How to complete this task: What is needed is an exact transcription of every record below.

*** Dataset extract ***

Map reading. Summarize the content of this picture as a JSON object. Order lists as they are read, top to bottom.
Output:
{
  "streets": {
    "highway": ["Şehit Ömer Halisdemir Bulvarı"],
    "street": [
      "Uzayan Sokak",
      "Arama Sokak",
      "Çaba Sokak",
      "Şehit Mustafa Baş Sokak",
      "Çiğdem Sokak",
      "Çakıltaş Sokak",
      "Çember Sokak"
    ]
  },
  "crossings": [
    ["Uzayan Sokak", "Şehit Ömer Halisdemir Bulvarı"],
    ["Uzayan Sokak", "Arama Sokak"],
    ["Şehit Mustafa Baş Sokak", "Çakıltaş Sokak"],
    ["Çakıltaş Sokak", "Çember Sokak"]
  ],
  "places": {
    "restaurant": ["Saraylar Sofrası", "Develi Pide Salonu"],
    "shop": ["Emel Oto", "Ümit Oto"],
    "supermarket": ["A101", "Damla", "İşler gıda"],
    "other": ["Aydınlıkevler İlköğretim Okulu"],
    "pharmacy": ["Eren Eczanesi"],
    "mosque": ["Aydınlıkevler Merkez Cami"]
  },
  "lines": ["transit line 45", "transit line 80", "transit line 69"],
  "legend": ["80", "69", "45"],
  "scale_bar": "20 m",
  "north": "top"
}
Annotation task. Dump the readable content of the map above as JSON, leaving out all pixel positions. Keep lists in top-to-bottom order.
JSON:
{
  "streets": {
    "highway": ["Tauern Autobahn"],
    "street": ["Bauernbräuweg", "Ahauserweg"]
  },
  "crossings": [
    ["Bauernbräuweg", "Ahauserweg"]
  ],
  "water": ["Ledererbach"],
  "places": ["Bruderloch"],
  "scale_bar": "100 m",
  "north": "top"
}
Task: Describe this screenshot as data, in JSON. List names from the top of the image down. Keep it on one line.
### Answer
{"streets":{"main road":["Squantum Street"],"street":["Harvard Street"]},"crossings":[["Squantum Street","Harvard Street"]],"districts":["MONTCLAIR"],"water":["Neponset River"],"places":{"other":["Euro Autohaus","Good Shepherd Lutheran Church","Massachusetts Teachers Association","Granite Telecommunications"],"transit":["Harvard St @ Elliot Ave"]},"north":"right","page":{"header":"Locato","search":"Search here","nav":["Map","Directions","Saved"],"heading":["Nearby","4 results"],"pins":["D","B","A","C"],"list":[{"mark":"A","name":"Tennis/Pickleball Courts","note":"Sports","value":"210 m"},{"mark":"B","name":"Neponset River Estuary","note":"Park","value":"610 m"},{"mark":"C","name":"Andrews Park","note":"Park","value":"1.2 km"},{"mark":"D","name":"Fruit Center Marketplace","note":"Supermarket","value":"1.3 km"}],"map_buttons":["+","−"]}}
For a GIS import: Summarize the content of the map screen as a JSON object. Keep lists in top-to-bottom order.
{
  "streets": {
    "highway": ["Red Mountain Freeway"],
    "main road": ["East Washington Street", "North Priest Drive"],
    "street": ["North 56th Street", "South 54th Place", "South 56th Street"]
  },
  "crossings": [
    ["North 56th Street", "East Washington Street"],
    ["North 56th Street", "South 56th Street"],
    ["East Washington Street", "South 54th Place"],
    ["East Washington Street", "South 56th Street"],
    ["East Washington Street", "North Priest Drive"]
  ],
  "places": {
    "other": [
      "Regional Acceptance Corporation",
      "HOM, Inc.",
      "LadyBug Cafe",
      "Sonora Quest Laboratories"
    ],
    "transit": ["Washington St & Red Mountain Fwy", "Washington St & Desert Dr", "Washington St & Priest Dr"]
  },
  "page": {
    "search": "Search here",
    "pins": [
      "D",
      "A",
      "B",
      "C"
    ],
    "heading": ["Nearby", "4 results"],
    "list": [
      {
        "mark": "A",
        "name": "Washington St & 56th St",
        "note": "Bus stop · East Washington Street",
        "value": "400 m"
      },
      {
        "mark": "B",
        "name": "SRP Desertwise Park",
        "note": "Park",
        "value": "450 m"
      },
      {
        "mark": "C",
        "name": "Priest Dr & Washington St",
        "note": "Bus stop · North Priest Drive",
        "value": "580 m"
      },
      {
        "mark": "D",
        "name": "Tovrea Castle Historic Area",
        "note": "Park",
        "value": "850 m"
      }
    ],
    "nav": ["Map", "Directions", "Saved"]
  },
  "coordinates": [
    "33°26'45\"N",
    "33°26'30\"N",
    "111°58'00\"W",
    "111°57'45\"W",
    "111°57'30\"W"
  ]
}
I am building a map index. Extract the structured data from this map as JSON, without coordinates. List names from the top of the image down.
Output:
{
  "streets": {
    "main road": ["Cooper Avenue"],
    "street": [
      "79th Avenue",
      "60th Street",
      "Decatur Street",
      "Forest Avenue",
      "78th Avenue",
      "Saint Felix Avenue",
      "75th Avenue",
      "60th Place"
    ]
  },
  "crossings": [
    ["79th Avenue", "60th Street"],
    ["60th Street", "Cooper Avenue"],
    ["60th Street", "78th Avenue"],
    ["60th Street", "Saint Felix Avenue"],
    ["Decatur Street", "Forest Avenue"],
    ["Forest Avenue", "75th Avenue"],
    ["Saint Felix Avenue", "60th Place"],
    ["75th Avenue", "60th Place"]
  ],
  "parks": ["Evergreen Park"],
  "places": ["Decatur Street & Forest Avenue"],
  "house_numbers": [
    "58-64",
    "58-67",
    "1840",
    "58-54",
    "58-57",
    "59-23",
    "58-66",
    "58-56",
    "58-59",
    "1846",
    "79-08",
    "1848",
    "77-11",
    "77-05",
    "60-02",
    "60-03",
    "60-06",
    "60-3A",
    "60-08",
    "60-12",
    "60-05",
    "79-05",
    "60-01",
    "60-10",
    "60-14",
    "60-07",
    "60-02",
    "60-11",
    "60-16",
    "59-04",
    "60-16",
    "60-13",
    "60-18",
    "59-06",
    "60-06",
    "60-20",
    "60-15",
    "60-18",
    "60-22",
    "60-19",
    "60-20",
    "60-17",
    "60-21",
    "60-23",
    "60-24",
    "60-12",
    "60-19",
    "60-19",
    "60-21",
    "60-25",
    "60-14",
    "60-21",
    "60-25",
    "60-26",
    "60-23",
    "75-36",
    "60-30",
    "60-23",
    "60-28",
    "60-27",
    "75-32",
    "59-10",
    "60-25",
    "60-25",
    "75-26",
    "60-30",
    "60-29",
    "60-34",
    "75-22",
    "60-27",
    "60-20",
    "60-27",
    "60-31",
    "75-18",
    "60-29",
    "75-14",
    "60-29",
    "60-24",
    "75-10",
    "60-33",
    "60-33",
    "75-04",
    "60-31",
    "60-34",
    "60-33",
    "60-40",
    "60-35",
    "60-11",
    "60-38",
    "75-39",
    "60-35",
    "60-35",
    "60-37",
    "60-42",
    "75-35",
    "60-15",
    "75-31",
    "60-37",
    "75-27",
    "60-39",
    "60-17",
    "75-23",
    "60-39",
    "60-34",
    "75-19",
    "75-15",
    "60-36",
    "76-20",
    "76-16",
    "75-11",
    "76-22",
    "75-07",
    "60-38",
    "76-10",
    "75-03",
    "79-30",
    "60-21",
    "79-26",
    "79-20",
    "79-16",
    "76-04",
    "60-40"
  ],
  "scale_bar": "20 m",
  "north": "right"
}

*** End of Dataset extract ***

Answer space:
Map reading. Summarize the content of this picture as a JSON object. Order lists as they are read, top to bottom.
Output:
{
  "streets": {
    "highway": ["Şehit Ömer Halisdemir Bulvarı"],
    "street": [
      "Uzayan Sokak",
      "Arama Sokak",
      "Çaba Sokak",
      "Şehit Mustafa Baş Sokak",
      "Çiğdem Sokak",
      "Çakıltaş Sokak",
      "Çember Sokak"
    ]
  },
  "crossings": [
    ["Uzayan Sokak", "Şehit Ömer Halisdemir Bulvarı"],
    ["Uzayan Sokak", "Arama Sokak"],
    ["Şehit Mustafa Baş Sokak", "Çakıltaş Sokak"],
    ["Çakıltaş Sokak", "Çember Sokak"]
  ],
  "places": {
    "restaurant": ["Saraylar Sofrası", "Develi Pide Salonu"],
    "shop": ["Emel Oto", "Ümit Oto"],
    "supermarket": ["A101", "Damla", "İşler gıda"],
    "other": ["Aydınlıkevler İlköğretim Okulu"],
    "pharmacy": ["Eren Eczanesi"],
    "mosque": ["Aydınlıkevler Merkez Cami"]
  },
  "lines": ["transit line 45", "transit line 80", "transit line 69"],
  "legend": ["80", "69", "45"],
  "scale_bar": "20 m",
  "north": "top"
}
Annotation task. Dump the readable content of the map above as JSON, leaving out all pixel positions. Keep lists in top-to-bottom order.
JSON:
{
  "streets": {
    "highway": ["Tauern Autobahn"],
    "street": ["Bauernbräuweg", "Ahauserweg"]
  },
  "crossings": [
    ["Bauernbräuweg", "Ahauserweg"]
  ],
  "water": ["Ledererbach"],
  "places": ["Bruderloch"],
  "scale_bar": "100 m",
  "north": "top"
}
Task: Describe this screenshot as data, in JSON. List names from the top of the image down. Keep it on one line.
### Answer
{"streets":{"main road":["Squantum Street"],"street":["Harvard Street"]},"crossings":[["Squantum Street","Harvard Street"]],"districts":["MONTCLAIR"],"water":["Neponset River"],"places":{"other":["Euro Autohaus","Good Shepherd Lutheran Church","Massachusetts Teachers Association","Granite Telecommunications"],"transit":["Harvard St @ Elliot Ave"]},"north":"right","page":{"header":"Locato","search":"Search here","nav":["Map","Directions","Saved"],"heading":["Nearby","4 results"],"pins":["D","B","A","C"],"list":[{"mark":"A","name":"Tennis/Pickleball Courts","note":"Sports","value":"210 m"},{"mark":"B","name":"Neponset River Estuary","note":"Park","value":"610 m"},{"mark":"C","name":"Andrews Park","note":"Park","value":"1.2 km"},{"mark":"D","name":"Fruit Center Marketplace","note":"Supermarket","value":"1.3 km"}],"map_buttons":["+","−"]}}
For a GIS import: Summarize the content of the map screen as a JSON object. Keep lists in top-to-bottom order.
{
  "streets": {
    "highway": ["Red Mountain Freeway"],
    "main road": ["East Washington Street", "North Priest Drive"],
    "street": ["North 56th Street", "South 54th Place", "South 56th Street"]
  },
  "crossings": [
    ["North 56th Street", "East Washington Street"],
    ["North 56th Street", "South 56th Street"],
    ["East Washington Street", "South 54th Place"],
    ["East Washington Street", "South 56th Street"],
    ["East Washington Street", "North Priest Drive"]
  ],
  "places": {
    "other": [
      "Regional Acceptance Corporation",
      "HOM, Inc.",
      "LadyBug Cafe",
      "Sonora Quest Laboratories"
    ],
    "transit": ["Washington St & Red Mountain Fwy", "Washington St & Desert Dr", "Washington St & Priest Dr"]
  },
  "page": {
    "search": "Search here",
    "pins": [
      "D",
      "A",
      "B",
      "C"
    ],
    "heading": ["Nearby", "4 results"],
    "list": [
      {
        "mark": "A",
        "name": "Washington St & 56th St",
        "note": "Bus stop · East Washington Street",
        "value": "400 m"
      },
      {
        "mark": "B",
        "name": "SRP Desertwise Park",
        "note": "Park",
        "value": "450 m"
      },
      {
        "mark": "C",
        "name": "Priest Dr & Washington St",
        "note": "Bus stop · North Priest Drive",
        "value": "580 m"
      },
      {
        "mark": "D",
        "name": "Tovrea Castle Historic Area",
        "note": "Park",
        "value": "850 m"
      }
    ],
    "nav": ["Map", "Directions", "Saved"]
  },
  "coordinates": [
    "33°26'45\"N",
    "33°26'30\"N",
    "111°58'00\"W",
    "111°57'45\"W",
    "111°57'30\"W"
  ]
}
I am building a map index. Extract the structured data from this map as JSON, without coordinates. List names from the top of the image down.
Output:
{
  "streets": {
    "main road": ["Cooper Avenue"],
    "street": [
      "79th Avenue",
      "60th Street",
      "Decatur Street",
      "Forest Avenue",
      "78th Avenue",
      "Saint Felix Avenue",
      "75th Avenue",
      "60th Place"
    ]
  },
  "crossings": [
    ["79th Avenue", "60th Street"],
    ["60th Street", "Cooper Avenue"],
    ["60th Street", "78th Avenue"],
    ["60th Street", "Saint Felix Avenue"],
    ["Decatur Street", "Forest Avenue"],
    ["Forest Avenue", "75th Avenue"],
    ["Saint Felix Avenue", "60th Place"],
    ["75th Avenue", "60th Place"]
  ],
  "parks": ["Evergreen Park"],
  "places": ["Decatur Street & Forest Avenue"],
  "house_numbers": [
    "58-64",
    "58-67",
    "1840",
    "58-54",
    "58-57",
    "59-23",
    "58-66",
    "58-56",
    "58-59",
    "1846",
    "79-08",
    "1848",
    "77-11",
    "77-05",
    "60-02",
    "60-03",
    "60-06",
    "60-3A",
    "60-08",
    "60-12",
    "60-05",
    "79-05",
    "60-01",
    "60-10",
    "60-14",
    "60-07",
    "60-02",
    "60-11",
    "60-16",
    "59-04",
    "60-16",
    "60-13",
    "60-18",
    "59-06",
    "60-06",
    "60-20",
    "60-15",
    "60-18",
    "60-22",
    "60-19",
    "60-20",
    "60-17",
    "60-21",
    "60-23",
    "60-24",
    "60-12",
    "60-19",
    "60-19",
    "60-21",
    "60-25",
    "60-14",
    "60-21",
    "60-25",
    "60-26",
    "60-23",
    "75-36",
    "60-30",
    "60-23",
    "60-28",
    "60-27",
    "75-32",
    "59-10",
    "60-25",
    "60-25",
    "75-26",
    "60-30",
    "60-29",
    "60-34",
    "75-22",
    "60-27",
    "60-20",
    "60-27",
    "60-31",
    "75-18",
    "60-29",
    "75-14",
    "60-29",
    "60-24",
    "75-10",
    "60-33",
    "60-33",
    "75-04",
    "60-31",
    "60-34",
    "60-33",
    "60-40",
    "60-35",
    "60-11",
    "60-38",
    "75-39",
    "60-35",
    "60-35",
    "60-37",
    "60-42",
    "75-35",
    "60-15",
    "75-31",
    "60-37",
    "75-27",
    "60-39",
    "60-17",
    "75-23",
    "60-39",
    "60-34",
    "75-19",
    "75-15",
    "60-36",
    "76-20",
    "76-16",
    "75-11",
    "76-22",
    "75-07",
    "60-38",
    "76-10",
    "75-03",
    "79-30",
    "60-21",
    "79-26",
    "79-20",
    "79-16",
    "76-04",
    "60-40"
  ],
  "scale_bar": "20 m",
  "north": "right"
}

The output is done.